(Saved entries)
#####

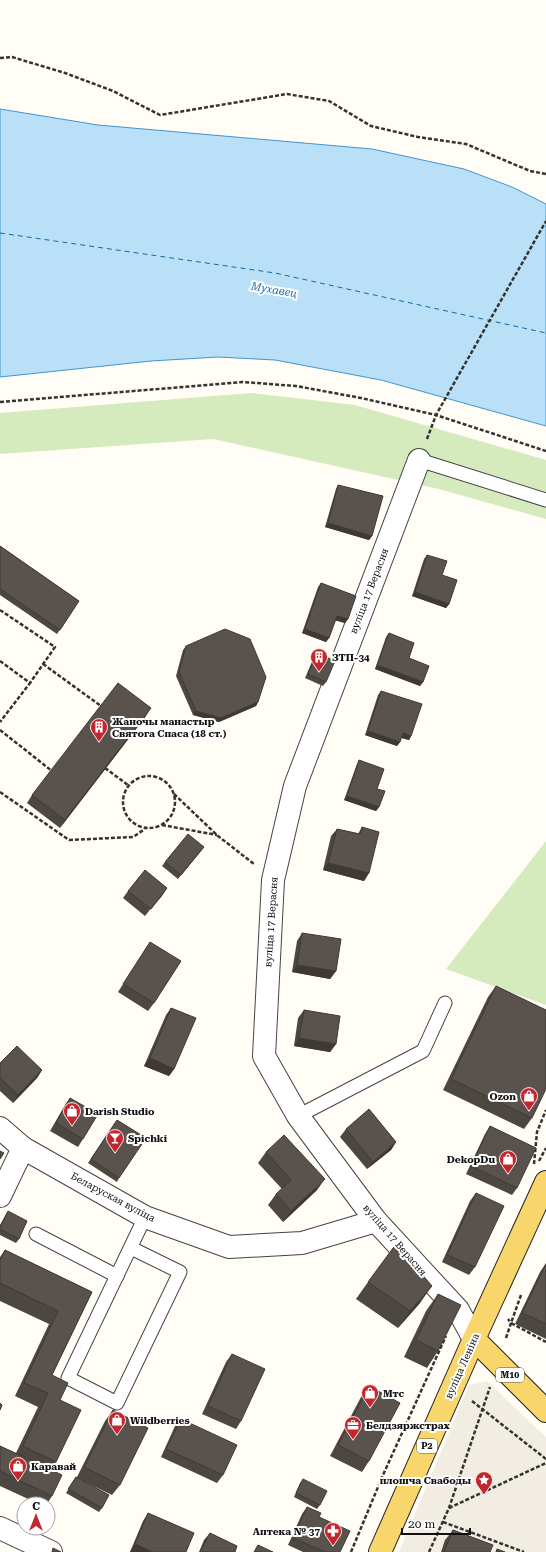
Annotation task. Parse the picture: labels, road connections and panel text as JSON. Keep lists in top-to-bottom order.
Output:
{
  "streets": {
    "main road": ["вуліца Леніна", "М10", "Р2"],
    "street": ["вуліца 17 Верасня", "Беларуская вуліца"]
  },
  "crossings": [
    ["вуліца 17 Верасня", "Беларуская вуліца"],
    ["вуліца 17 Верасня", "вуліца Леніна"],
    ["вуліца 17 Верасня", "М10"],
    ["вуліца Леніна", "М10"]
  ],
  "water": ["Мухавец"],
  "places": {
    "building": ["ЗТП-34", "Жаночы манастыр Святога Спаса (18 ст.)"],
    "shop": [
      "Ozon",
      "Darish Studio",
      "DekopDu",
      "Мтс",
      "Wildberries",
      "Каравай"
    ],
    "bar": ["Spichki"],
    "office": ["Белдзяржстрах"],
    "place": ["плошча Свабоды"],
    "pharmacy": ["Аптека № 37"]
  },
  "scale_bar": "20 m",
  "north": "top"
}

#####

*Aim of the exercise*
Would you please output each record exactly, leaving the images out?

*Result*
Annotation task. Parse the picture: labels, road connections and panel text as JSON. Keep lists in top-to-bottom order.
Output:
{
  "streets": {
    "main road": ["вуліца Леніна", "М10", "Р2"],
    "street": ["вуліца 17 Верасня", "Беларуская вуліца"]
  },
  "crossings": [
    ["вуліца 17 Верасня", "Беларуская вуліца"],
    ["вуліца 17 Верасня", "вуліца Леніна"],
    ["вуліца 17 Верасня", "М10"],
    ["вуліца Леніна", "М10"]
  ],
  "water": ["Мухавец"],
  "places": {
    "building": ["ЗТП-34", "Жаночы манастыр Святога Спаса (18 ст.)"],
    "shop": [
      "Ozon",
      "Darish Studio",
      "DekopDu",
      "Мтс",
      "Wildberries",
      "Каравай"
    ],
    "bar": ["Spichki"],
    "office": ["Белдзяржстрах"],
    "place": ["плошча Свабоды"],
    "pharmacy": ["Аптека № 37"]
  },
  "scale_bar": "20 m",
  "north": "top"
}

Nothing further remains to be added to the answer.